Receive the electrocardiogram signal from the electrocardiogram measuring device; output the electrocardiogram signal and the label information to an output unit of medical staff terminal; … transmit the expected analysis time to the medical staff terminal; transmit result data to the medical staff terminal …; connect to an analyst terminal selected from among a plurality of analyst terminals to allow input of an analysis comment on the electrocardiogram signal; transmit an analysis request signal to the analyst terminal after receiving confirmation of the expected analysis time from the medical staff terminal; connect to the electrocardiogram data processing server via a network; receive … electrocardiogram output data including the electrocardiogram signal and label information; receive an input for the analysis condition including at least a first label and a second label; and transmit the analysis condition to the electrocardiogram data processing server; connect to the electrocardiogram data processing server; and receive interface data for inputting analysis data received from the electrocardiogram data processing server. – MPEP 2106.05(d)(II)(“i. Receiving or transmitting data over a network”)

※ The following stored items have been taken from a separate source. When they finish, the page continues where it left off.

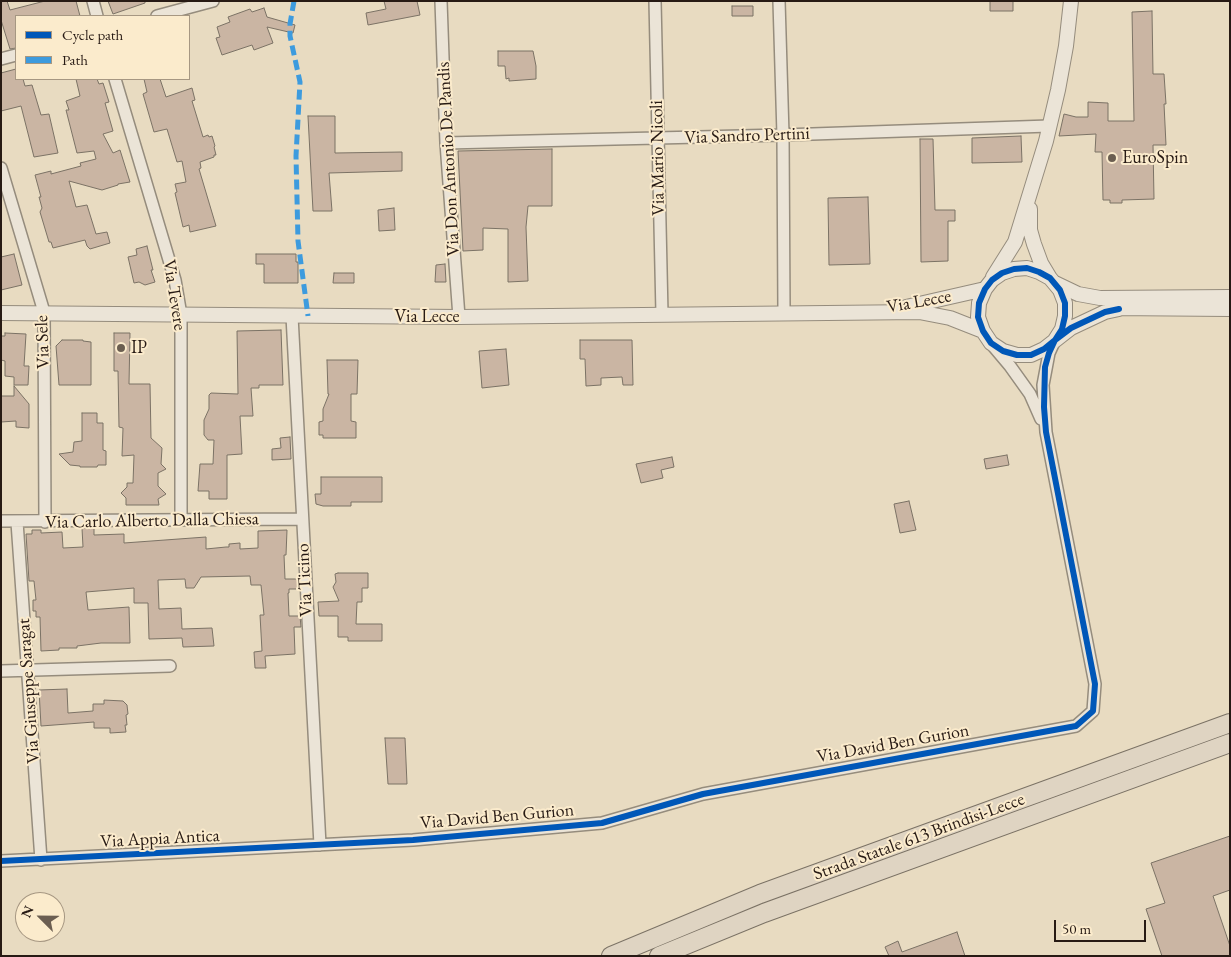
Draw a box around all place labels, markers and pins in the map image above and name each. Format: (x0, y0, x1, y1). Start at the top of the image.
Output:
place label: EuroSpin (1122, 147, 1188, 169)
marker: EuroSpin (1106, 152, 1118, 164)
place label: IP (131, 337, 147, 359)
marker: IP (115, 342, 127, 354)

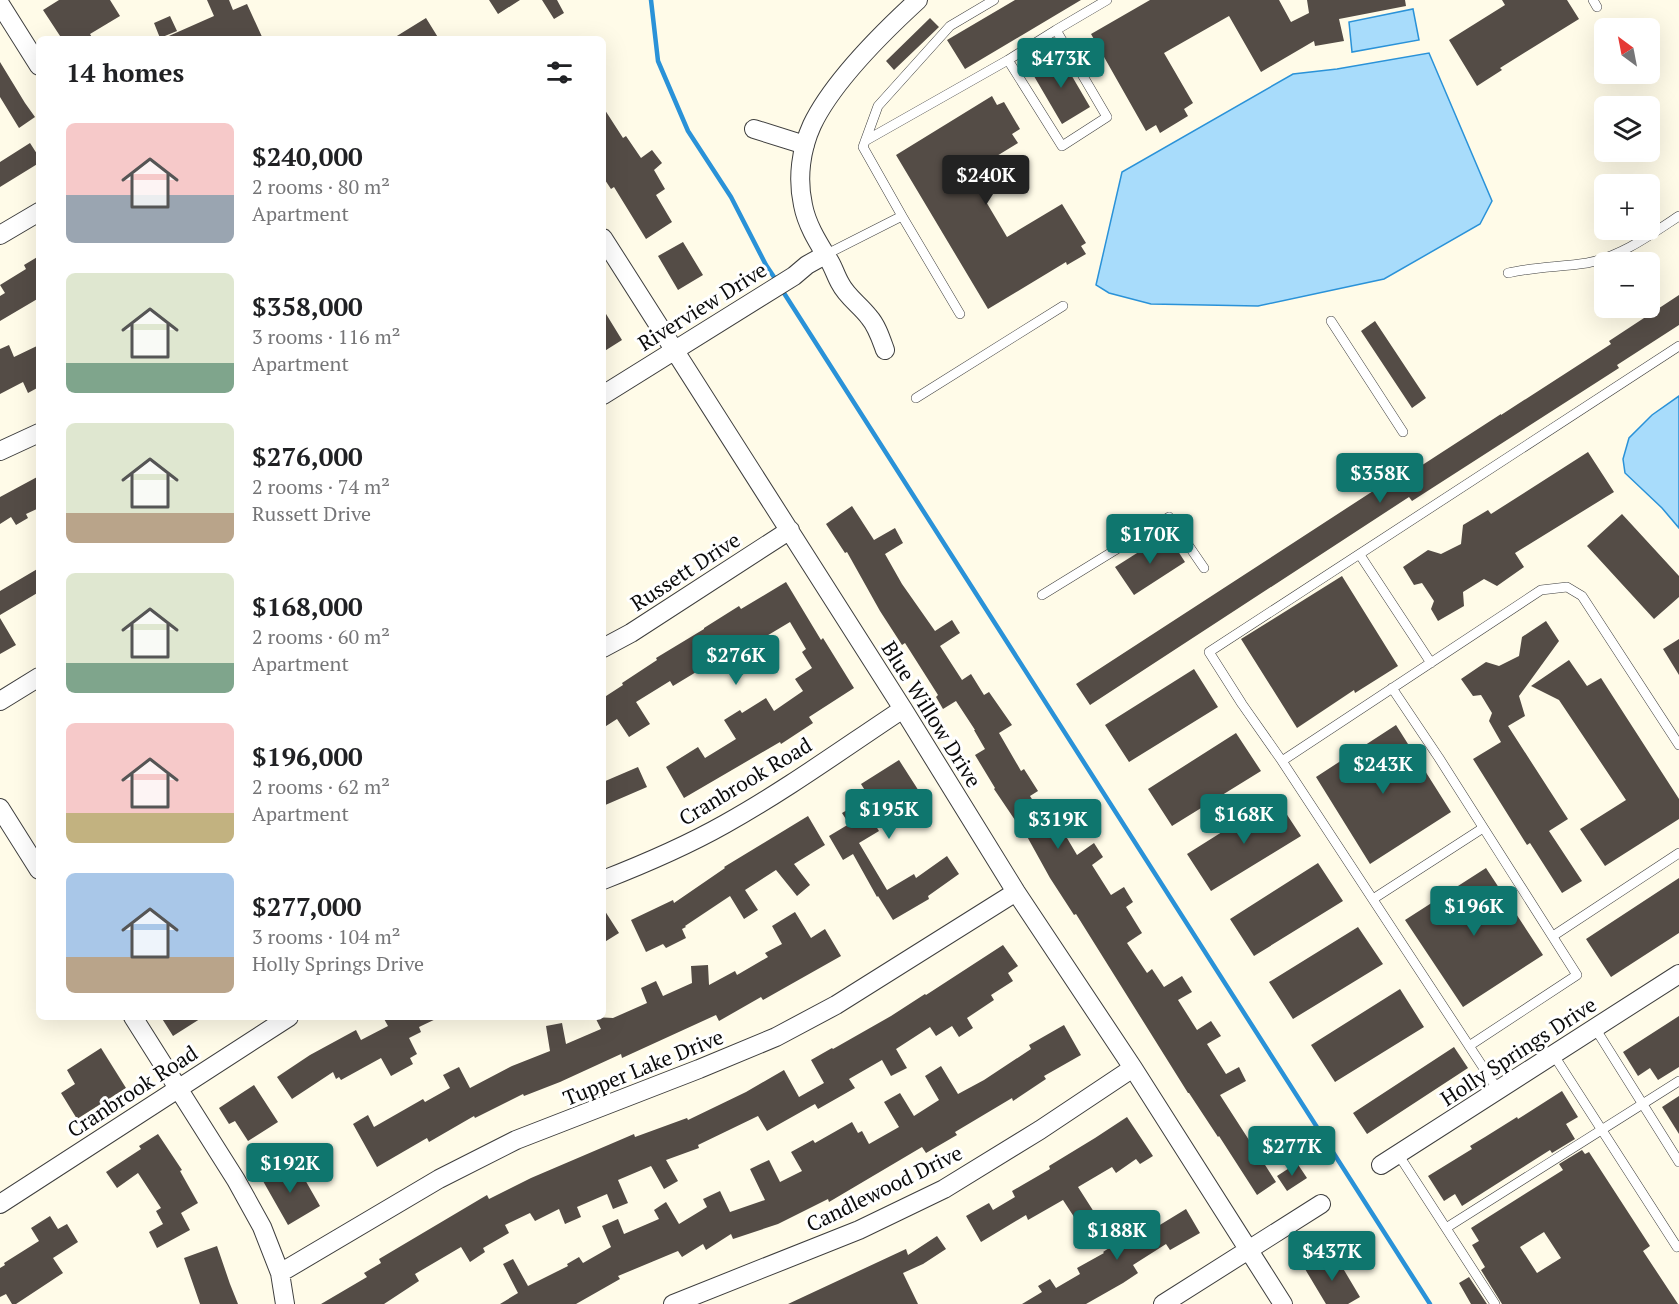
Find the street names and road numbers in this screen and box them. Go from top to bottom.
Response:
street label: Riverview Drive [632,255,772,357]
street label: Russett Drive [625,525,745,617]
street label: Blue Willow Drive [876,636,988,792]
street label: Cranbrook Road [673,730,817,832]
street label: Holly Springs Drive [1435,990,1601,1112]
street label: Tupper Lake Drive [559,1022,727,1112]
street label: Cranbrook Road [61,1038,203,1144]
street label: Candlewood Drive [801,1138,967,1238]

display electrocardiogram output data including the electrocardiogram signal and label information – Eikefjord, et al. (U.S. Patent No. 5,097,830), Col. 19, lines 54-58: “This display may be a conventional split screen display with the lower half of the screen containing commands and messages and the upper half of the screen displaying ECG signals.”
Hence the claim is directed to an abstract idea without a practical application and without significantly more.
Dependent claims
Regarding dependent claim 15, the limitations only further define insignificant extra-solution activity of generic computer implementation of the abstract idea.
Regarding dependent claim 16, the limitations only further define the abstract idea.
Therefore, claims 15 and 16 are unpatentable under 35 U.S.C. 101.
Claim Rejections - 35 USC § 103
The following is a quotation of 35 U.S.C. 103 which forms the basis for all obviousness rejections set forth in this Office action:
A patent for a claimed invention may not be obtained, notwithstanding that the claimed invention is not identically disclosed as set forth in section 102, if the differences between the claimed invention and the prior art are such that the claimed invention as a whole would have been obvious before the effective filing date of the claimed invention to a person having ordinary skill in the art to which the claimed invention pertains. Patentability shall not be negated by the manner in which the invention was made.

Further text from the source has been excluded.